Aristotle and Happiness

Wpoulos
2 min readJan 17, 2021

What is happiness? When dealing with difficult emotional concepts, sadness, anger, happiness…etc. We delegate a lot of authority to the word itself. Happiness. How do we describe happiness? Being content? Pleased? Proud? I find that sometimes its easier to understand something if you can take an emotion word and attach a memory to it. When I think of happiness, I picture Christmas as a kid and opening up a present that was exactly what you wanted. I picture the feeling of putting down a good book. I picture someone’s face when tell a good joke, and they are laughing. Happiness to me, is a mixture of satisfaction, contentment, and joy. It’s the giddiness of tiptoeing before pulling off a prank, the pleasure when you figure out a puzzle, the feel of your couch as you sink into it.

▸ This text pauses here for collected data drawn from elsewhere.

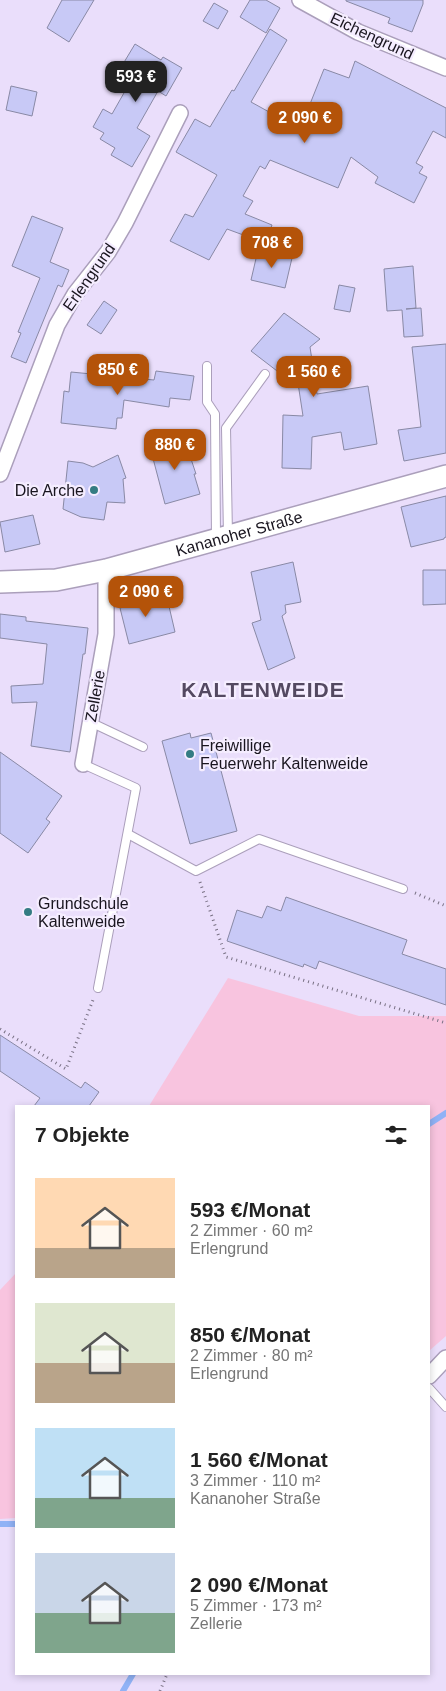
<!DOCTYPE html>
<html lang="de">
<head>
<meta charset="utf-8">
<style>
	:root { --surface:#fff; --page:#f6f6f6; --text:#222; --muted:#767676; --accent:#b45309 }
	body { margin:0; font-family:Helvetica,sans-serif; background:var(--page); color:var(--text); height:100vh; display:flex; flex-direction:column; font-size:19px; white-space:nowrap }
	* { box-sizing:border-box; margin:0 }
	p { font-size:16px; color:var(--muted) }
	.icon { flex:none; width:28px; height:28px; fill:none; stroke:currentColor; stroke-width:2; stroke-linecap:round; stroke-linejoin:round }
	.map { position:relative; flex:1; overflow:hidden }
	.panel { position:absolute; left:15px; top:1105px; width:415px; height:570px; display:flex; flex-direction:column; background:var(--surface); border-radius:0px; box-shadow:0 2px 8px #0003 }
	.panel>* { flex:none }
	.price { position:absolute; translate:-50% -42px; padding:0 11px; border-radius:10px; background:var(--accent); color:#fff; font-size:16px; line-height:32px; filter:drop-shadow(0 1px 2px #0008) }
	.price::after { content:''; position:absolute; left:50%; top:30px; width:15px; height:11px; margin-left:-8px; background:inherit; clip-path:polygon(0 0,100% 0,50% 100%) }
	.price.active { background:#222; color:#fff }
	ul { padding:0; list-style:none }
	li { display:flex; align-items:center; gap:15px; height:125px; padding:0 20px }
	li span { display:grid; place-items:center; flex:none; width:140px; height:100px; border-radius:0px; color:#555 }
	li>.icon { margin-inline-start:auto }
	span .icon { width:60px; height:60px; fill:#fffc; stroke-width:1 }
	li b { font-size:21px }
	h2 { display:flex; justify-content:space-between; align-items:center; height:60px; padding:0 20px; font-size:21px }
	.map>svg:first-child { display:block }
</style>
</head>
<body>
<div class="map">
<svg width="446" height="1691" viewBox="0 0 446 1691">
	<rect width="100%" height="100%" fill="#eadefb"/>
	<g fill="#f8c4df">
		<path d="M 228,978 L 359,1016 L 446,1016 L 446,1336 L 429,1351 L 429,1106 L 149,1106 Z"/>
		<path d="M 16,1273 L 16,1518 L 0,1519 L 0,1290 Z"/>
	</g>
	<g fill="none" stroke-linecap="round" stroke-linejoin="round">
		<g stroke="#90b2f6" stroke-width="6">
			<path d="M 429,1124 L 446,1113"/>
			<path d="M 0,1524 L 16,1524"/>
			<path d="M 123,1691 L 133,1674"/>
		</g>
	</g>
	<g fill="#c8c9f6" stroke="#8989a5">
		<path d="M 62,0 L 94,0 L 69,42 L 47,28 Z"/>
		<path d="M 250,0 L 266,0 L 280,8 L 266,33 L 240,17 Z"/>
		<path d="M 346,0 L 423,0 L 423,4 L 412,32 L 388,23 L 390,18 L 346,1 Z"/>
		<path d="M 214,3 L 228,11 L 218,29 L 203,21 Z"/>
		<path d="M 270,29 L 287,40 L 251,102 L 300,129 L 324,69 L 349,78 L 355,61 L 446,108 L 446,138 L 433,131 L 416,163 L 423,167 L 419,173 L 427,177 L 414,203 L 375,183 L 378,177 L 351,157 L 338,188 L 270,160 L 265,169 L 260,166 L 243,196 L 253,201 L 245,214 L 272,225 L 265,243 L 227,229 L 209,260 L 170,241 L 185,214 L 193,217 L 217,175 L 176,152 L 195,119 L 210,127 L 232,90 L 234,91 Z"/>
		<path d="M 135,44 L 161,60 L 163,57 L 182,68 L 166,96 L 158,91 L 137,128 L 150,136 L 132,167 L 111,155 L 115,148 L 100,139 L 104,133 L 93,127 L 103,109 L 112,114 L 133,77 L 120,69 Z"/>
		<path d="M 11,86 L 37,92 L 32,116 L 6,110 Z"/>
		<path d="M 32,216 L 63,228 L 50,262 L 69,270 L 62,287 L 58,285 L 26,363 L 11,357 L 21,333 L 18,332 L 40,278 L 12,266 Z"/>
		<path d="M 258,250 L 292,258 L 285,288 L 251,280 Z"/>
		<path d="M 413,266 L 416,308 L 406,309 L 421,308 L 423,336 L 404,337 L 402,310 L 387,311 L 384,269 Z"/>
		<path d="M 339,285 L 355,288 L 350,312 L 334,309 Z"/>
		<path d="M 104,301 L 117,310 L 101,334 L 87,325 Z"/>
		<path d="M 284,313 L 320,339 L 310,347 L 317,394 L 368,386 L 377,444 L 344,450 L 341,432 L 312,437 L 311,469 L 282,468 L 283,415 L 303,416 L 294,357 L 281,374 L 251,351 Z"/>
		<path d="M 446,344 L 446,453 L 404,461 L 398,430 L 421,427 L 412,347 Z"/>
		<path d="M 156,371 L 194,376 L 190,400 L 170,398 L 169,407 L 124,400 L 122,418 L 117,418 L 116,429 L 61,423 L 64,391 L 69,392 L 71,372 L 154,380 Z"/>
		<path d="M 184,438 L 196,474 L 194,474 L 200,494 L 165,504 L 150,447 Z"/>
		<path d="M 118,455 L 126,478 L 123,479 L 125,503 L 107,502 L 104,520 L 81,517 L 63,509 L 68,461 L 83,463 L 93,467 Z"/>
		<path d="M 446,496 L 446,537 L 444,538 L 444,539 L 411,547 L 401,507 Z"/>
		<path d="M 33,515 L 40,544 L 5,552 L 0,522 Z"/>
		<path d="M 293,562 L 301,602 L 285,605 L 286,613 L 282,616 L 295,658 L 268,670 L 252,623 L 261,620 L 251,572 Z"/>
		<path d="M 423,570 L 446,570 L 446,604 L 423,605 Z"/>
		<path d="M 153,591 L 156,605 L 168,602 L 175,632 L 129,644 L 120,608 L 128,606 L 126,598 Z"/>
		<path d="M 0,614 L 26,617 L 26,621 L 88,628 L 85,654 L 83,654 L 70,752 L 31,746 L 37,702 L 12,703 L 11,686 L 43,684 L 47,644 L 0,638 Z"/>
		<path d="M 190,733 L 191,738 L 211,733 L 237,831 L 190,844 L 162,741 Z"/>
		<path d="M 0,752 L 62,796 L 46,819 L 50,822 L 28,853 L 0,833 Z"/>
		<path d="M 286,897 L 407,940 L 402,954 L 446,969 L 446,1005 L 319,961 L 316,969 L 304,964 L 303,967 L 227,941 L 237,910 L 262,918 L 267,906 L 281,911 Z"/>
		<path d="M 0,1035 L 81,1088 L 85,1082 L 99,1092 L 89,1106 L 34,1106 L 40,1098 L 0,1071 Z"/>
	</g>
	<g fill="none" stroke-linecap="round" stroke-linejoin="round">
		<defs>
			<g id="lane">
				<path d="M 207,366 L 207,402 L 215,414 L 216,538"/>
				<path d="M 228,535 L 226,428 L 265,374"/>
				<path d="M 90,722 L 143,747"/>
				<path d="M 83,764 L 136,788 L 98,988"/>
				<path d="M 128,834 L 196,871 L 259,839 L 403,889"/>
				<path d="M 429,1388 L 446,1407"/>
			</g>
			<g id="street">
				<path d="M 300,0 L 358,32 L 446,68"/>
				<path d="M 0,474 L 57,325 L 75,294 L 108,252 L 125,223 L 180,113"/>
				<path d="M 83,764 L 106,634 L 106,570"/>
				<path d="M 429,1376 L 446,1358"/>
			</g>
			<g id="secondary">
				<path id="s1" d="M 0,582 L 56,580 L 106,570 L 446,476"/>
			</g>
		</defs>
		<use href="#lane" stroke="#ab9fbb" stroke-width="10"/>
		<use href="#street" stroke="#ab9fbb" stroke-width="18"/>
		<use href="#secondary" stroke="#ab9fbb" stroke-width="24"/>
		<g stroke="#787083" stroke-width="3" stroke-dasharray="1 4" stroke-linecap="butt">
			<path d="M 200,882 L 226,957 L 446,1023"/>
			<path d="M 415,893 L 446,906"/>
			<path d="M 0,1029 L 66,1069 L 93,1000"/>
			<path d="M 160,1691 L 167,1674"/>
		</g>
		<use href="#lane" stroke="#fff" stroke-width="8"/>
		<use href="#street" stroke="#fff" stroke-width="15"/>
		<use href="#secondary" stroke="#fff" stroke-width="21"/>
	</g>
	<g fill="#347c83" stroke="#f5edff" stroke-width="2">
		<circle cx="94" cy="490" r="5"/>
		<circle cx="190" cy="754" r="5"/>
		<circle cx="28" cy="912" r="5"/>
	</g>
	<g text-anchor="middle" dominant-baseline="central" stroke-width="4.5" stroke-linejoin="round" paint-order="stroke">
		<g font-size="16" fill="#19151f" stroke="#f5edff">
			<text transform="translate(372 36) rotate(25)">Eichengrund</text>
			<text transform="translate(89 277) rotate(-55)">Erlengrund</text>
			<text stroke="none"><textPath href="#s1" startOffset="245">Kananoher Straße</textPath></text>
			<text transform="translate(95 696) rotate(-80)">Zellerie</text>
		</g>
		<g font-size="16" fill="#19151f" stroke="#f5edff" text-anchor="start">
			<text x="84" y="490" text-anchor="end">Die Arche</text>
			<text x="200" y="745">Freiwillige<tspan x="200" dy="18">Feuerwehr Kaltenweide</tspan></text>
			<text x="38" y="903">Grundschule<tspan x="38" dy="18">Kaltenweide</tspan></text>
		</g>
		<g font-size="21" font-weight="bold" letter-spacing="1" fill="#544961" stroke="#f5edff">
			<text x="263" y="689">KALTENWEIDE</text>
		</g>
	</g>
</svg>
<b class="price active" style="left:136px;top:103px">593 €</b>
<b class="price" style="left:305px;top:144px">2 090 €</b>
<b class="price" style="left:272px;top:269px">708 €</b>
<b class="price" style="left:118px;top:396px">850 €</b>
<b class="price" style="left:314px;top:398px">1 560 €</b>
<b class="price" style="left:175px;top:471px">880 €</b>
<b class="price" style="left:146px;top:618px">2 090 €</b>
<section class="panel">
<h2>7 Objekte<svg class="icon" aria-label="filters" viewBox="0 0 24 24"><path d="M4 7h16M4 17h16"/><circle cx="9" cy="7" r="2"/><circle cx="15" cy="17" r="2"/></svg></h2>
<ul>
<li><span style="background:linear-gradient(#ffd9b3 70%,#b9a48a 0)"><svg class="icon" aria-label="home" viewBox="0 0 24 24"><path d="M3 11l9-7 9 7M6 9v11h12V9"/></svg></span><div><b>593 €/Monat</b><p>2 Zimmer · 60 m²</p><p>Erlengrund</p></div></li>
<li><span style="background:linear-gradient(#dfe7d0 60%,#b9a48a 0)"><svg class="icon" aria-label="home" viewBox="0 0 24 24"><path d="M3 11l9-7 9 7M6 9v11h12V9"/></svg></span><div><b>850 €/Monat</b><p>2 Zimmer · 80 m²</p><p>Erlengrund</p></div></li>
<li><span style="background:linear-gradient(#bfe0f5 70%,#7fa58c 0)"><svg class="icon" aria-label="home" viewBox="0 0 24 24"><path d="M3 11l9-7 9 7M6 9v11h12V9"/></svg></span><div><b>1 560 €/Monat</b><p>3 Zimmer · 110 m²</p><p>Kananoher Straße</p></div></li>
<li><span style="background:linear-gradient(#c9d6e8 60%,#7fa58c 0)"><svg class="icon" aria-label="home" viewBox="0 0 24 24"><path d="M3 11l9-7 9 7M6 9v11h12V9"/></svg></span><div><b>2 090 €/Monat</b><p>5 Zimmer · 173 m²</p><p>Zellerie</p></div></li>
</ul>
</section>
</div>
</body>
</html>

How do we obtain happiness? We must do something. Reading a book, playing a game, exercise. These things generate happiness, but are fleeting. The first time a child walks, they are happy. The more you walk, the less happiness you generate. Our conscious gives diminishing returns on happiness. Where as a kid, you would get happy by throwing a rock as far as you could, eventually you become numb to your accomplishments. Aristotle stated that we have to have an aim, or a goal. Someone who is interested in finance has a goal to acquire wealth, but at what point does that stop. Do people like Elon Musk still get happy over their newest million. Maybe. Do they get excited for 20 bucks on the ground in a parking lot. Probably not.

As human beings who are chasing happiness. How do we ensure we can keep generating happiness? Do we pick one hard to master hobby that we slowly get better and better at until we die. Or do we pick up hobbies like flowers finding a new one every so often and leaving the others to gather dust.